Smith v. Village Enterprises, Inc.Annotate this Case
208 N.W.2d 35 (1973)
Cletis S. SMITH and Alma M. Smith, Appellees, v. VILLAGE ENTERPRISES, INC., and Malt Village Franchising, Inc., Appellants.
Supreme Court of Iowa.
May 23, 1973.
*36 C. A. Frerichs, Waterloo, for appellants.
Samuel T. Beatty, Waterloo, for appellees.
Heard before MOORE, C. J., and MASON, LeGRAND, UHLENHOPP and HARRIS, JJ.
The question presented is whether a judgment obtained by plaintiffs against Malt Village Franchising, Inc. may be enforced against property once owned by that corporation but subsequently transferred to Village Enterprises, Inc. The trial court found an equitable lien in favor of plaintiffs and held the property attached by them to be subject to payment of the judgment. We affirm.
This appeal involves only Village Enterprises, Inc., (hereafter called Village Enterprises). Plaintiffs were denied relief against Malt Village Franchising, Inc., (hereafter called Malt Village) and no appeal was taken from that portion of the decree.
In 1966, plaintiffs entered into a food service franchise and purchase agreement with Malt Village. The corporation later became insolvent and defaulted on this agreement. Plaintiffs thereafter obtained judgment against it in the amount of $6,894.36 plus interest for breach of contract. It is this judgment which plaintiffs seek to satisfy from the assets transferred by Malt Village to Village Enterprises.
One of these assets was an unliquidated claim upon which Village Enterprises subsequently obtained a $15,000.00 judgment. Plaintiffs have attached that judgment to insure payment of their own judgment against Malt Village. This appeal challenges their right to do so.
At the risk of being repetitious, we summarize the problem facing plaintiffs. Their judgment is against Malt Village. The property they have attached is owned by Village Enterprises under a transfer by which it took over all of Malt Village's assets. *37 In order to prevail, plaintiffs must somehow escape the general rule that assets conveyed by one corporation to another pass free from the debts of the transferor. 15 Fletcher Cyclopedia Corporations, section 7122, (Perm.Ed., 1961 Rev.Vol.); 19 Am.Jur.2d, Corporations, section 1546 (1965); Hess v. Iowa Light, Heat & Power Co., 207 Iowa 820, 825, 221 N.W. 194, 196 (1928); Annot., 149 ALR 788 (1944).
They seek to do so by asserting an equitable lien on the transferred property. The trial court found for plaintiffs on this theory, ordering the attached property applied to payment of plaintiffs' judgment. We discuss the equitable lien doctrine in Division II.
Village Enterprises assails the trial court's conclusion on two grounds, one procedural and one substantive. It contends there was error as follows:
1. In allowing plaintiffs to amend their petition to conform to the proof 16 days after the evidence had been completed.
2. In holding plaintiffs were entitled to an equitable lien on property transferred from Malt Village to Village Enterprises.
I. We consider first the propriety of the trial court's ruling allowing plaintiffs to amend their petition 16 days after submission of the case by adding Count IV in which they claimed an equitable lien.

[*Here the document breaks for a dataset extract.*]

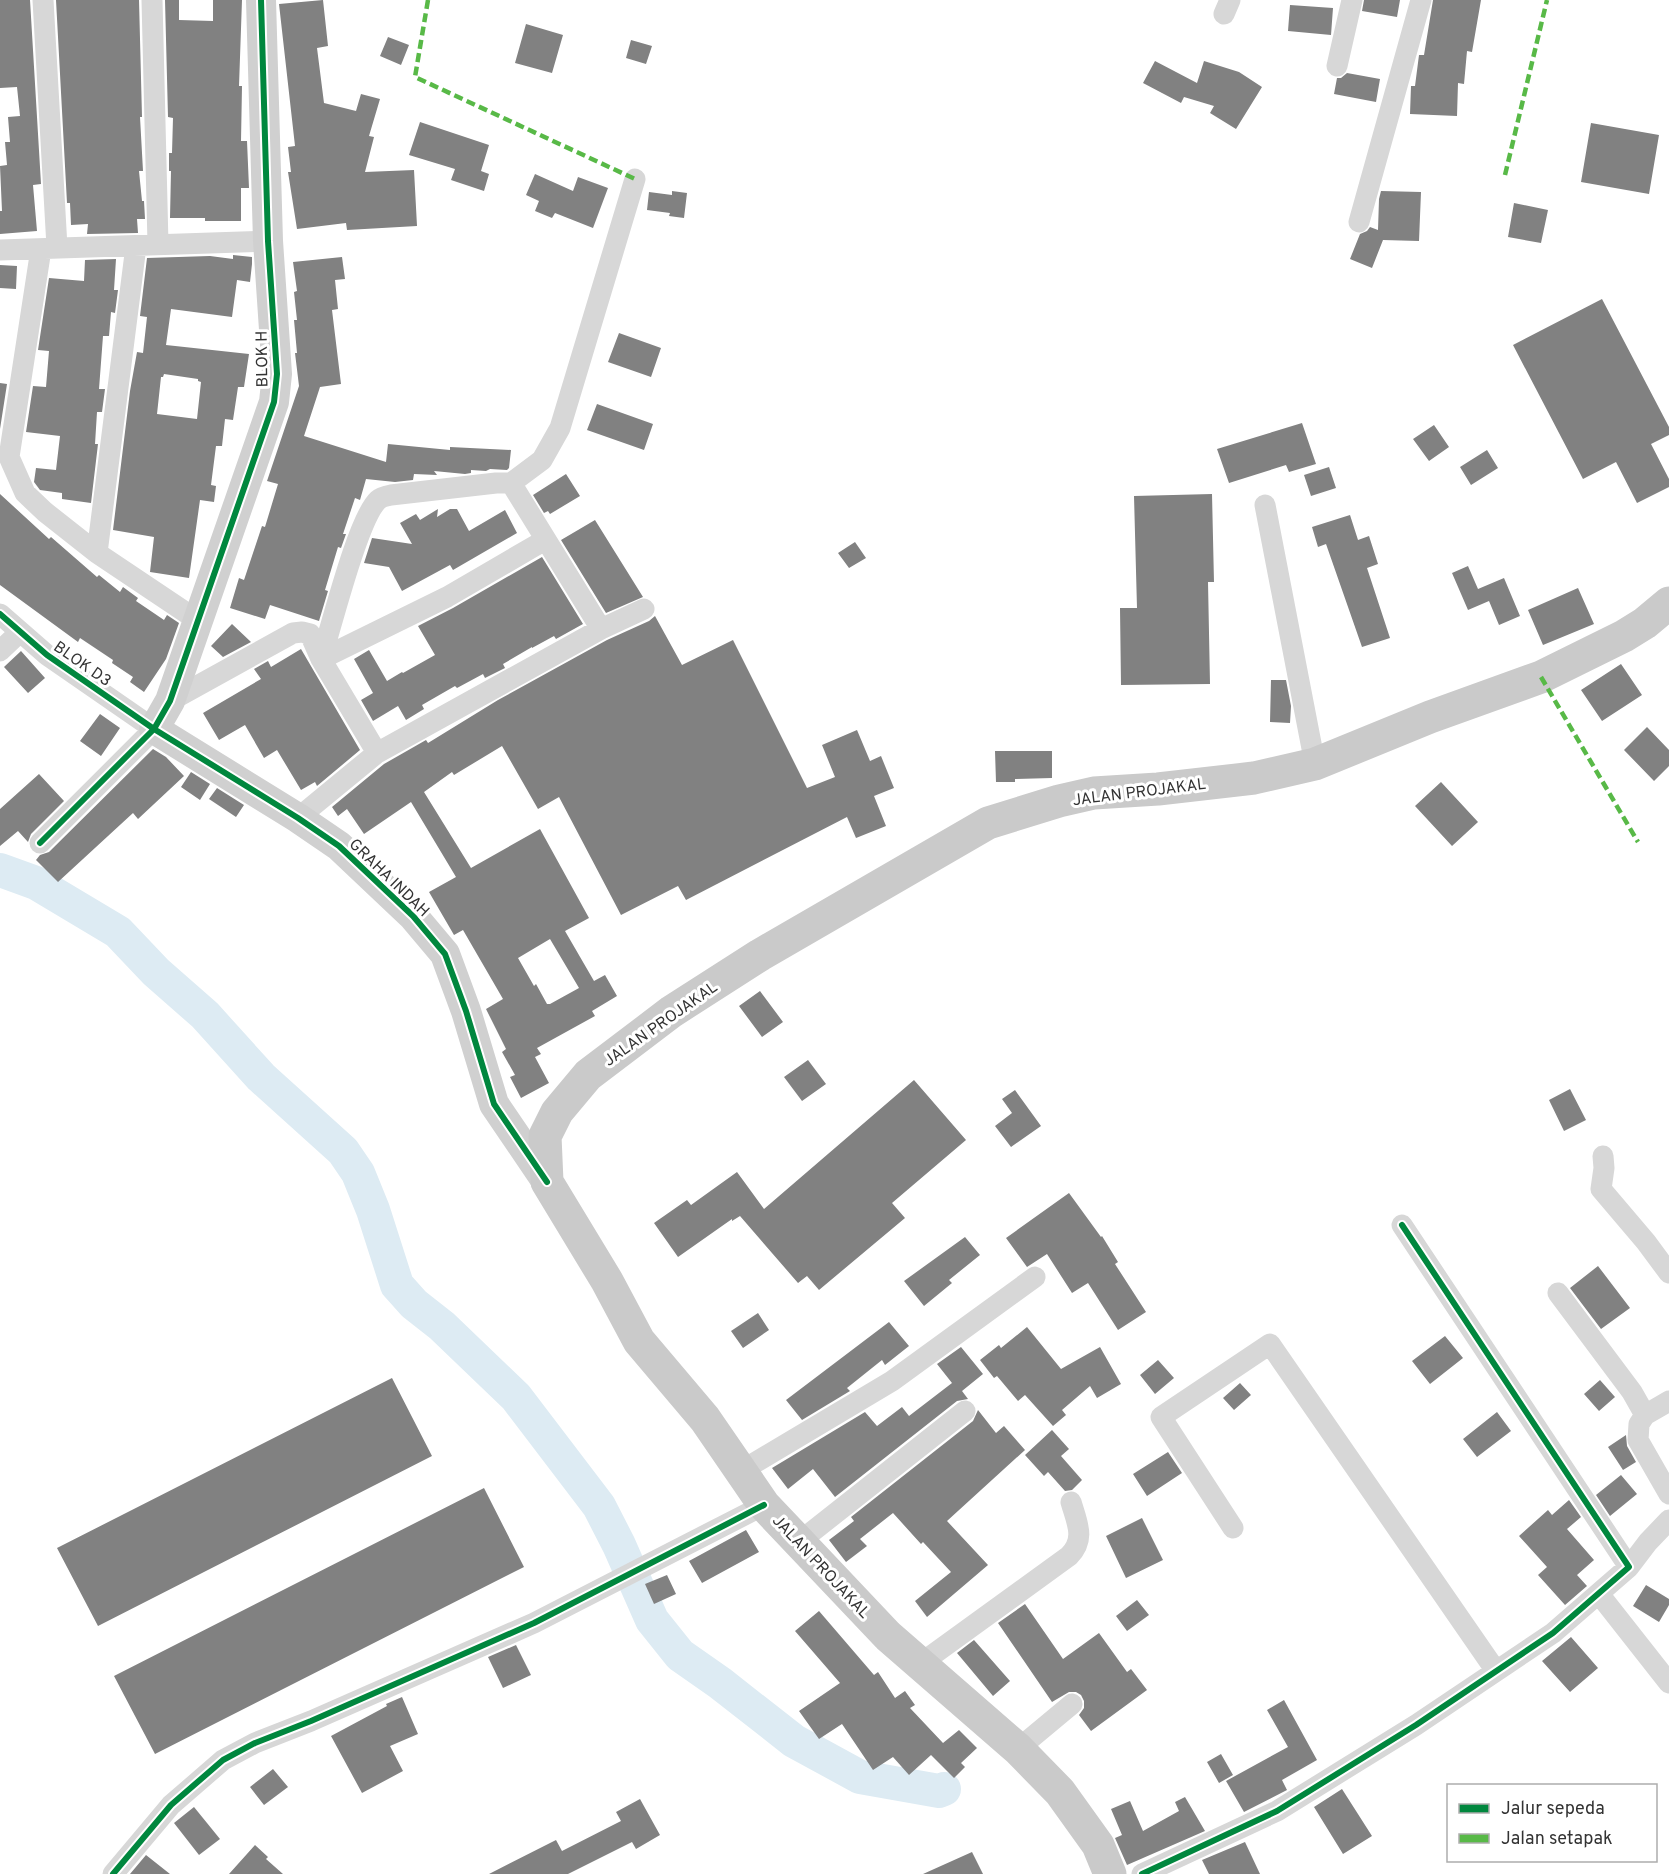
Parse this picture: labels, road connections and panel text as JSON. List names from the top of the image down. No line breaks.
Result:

Plaintiffs had originally pled in two counts. Later they amended to add a third one. Count I (alleging the property was still owned by Malt Village) was dismissed on motion. Count II (claiming the assignment had been made to "hinder, delay and defraud creditors") and Count III (based on fraud and undue influence) were dismissed after trial for failure of proof.
Under these circumstances the importance of allowing the tardy amendment is apparent. It afforded the only basis for the trial court's decree. Obviously plaintiffs could not have succeeded if the amendment had been rejected, since the other theories asserted by plaintiffs were rejected by the trial court.
In considering this matter we start with the principle that trial courts have broad discretion in allowing late amendments under Rule 88, Rules of Civil Procedure, which provides in part as follows:"* * * The court, in furtherance of justice, may allow later amendments, including those to conform to the proof and which do not substantially change the claim or defense. The court may impose terms, or grant a continuance with or without terms, as a condition of such allowance."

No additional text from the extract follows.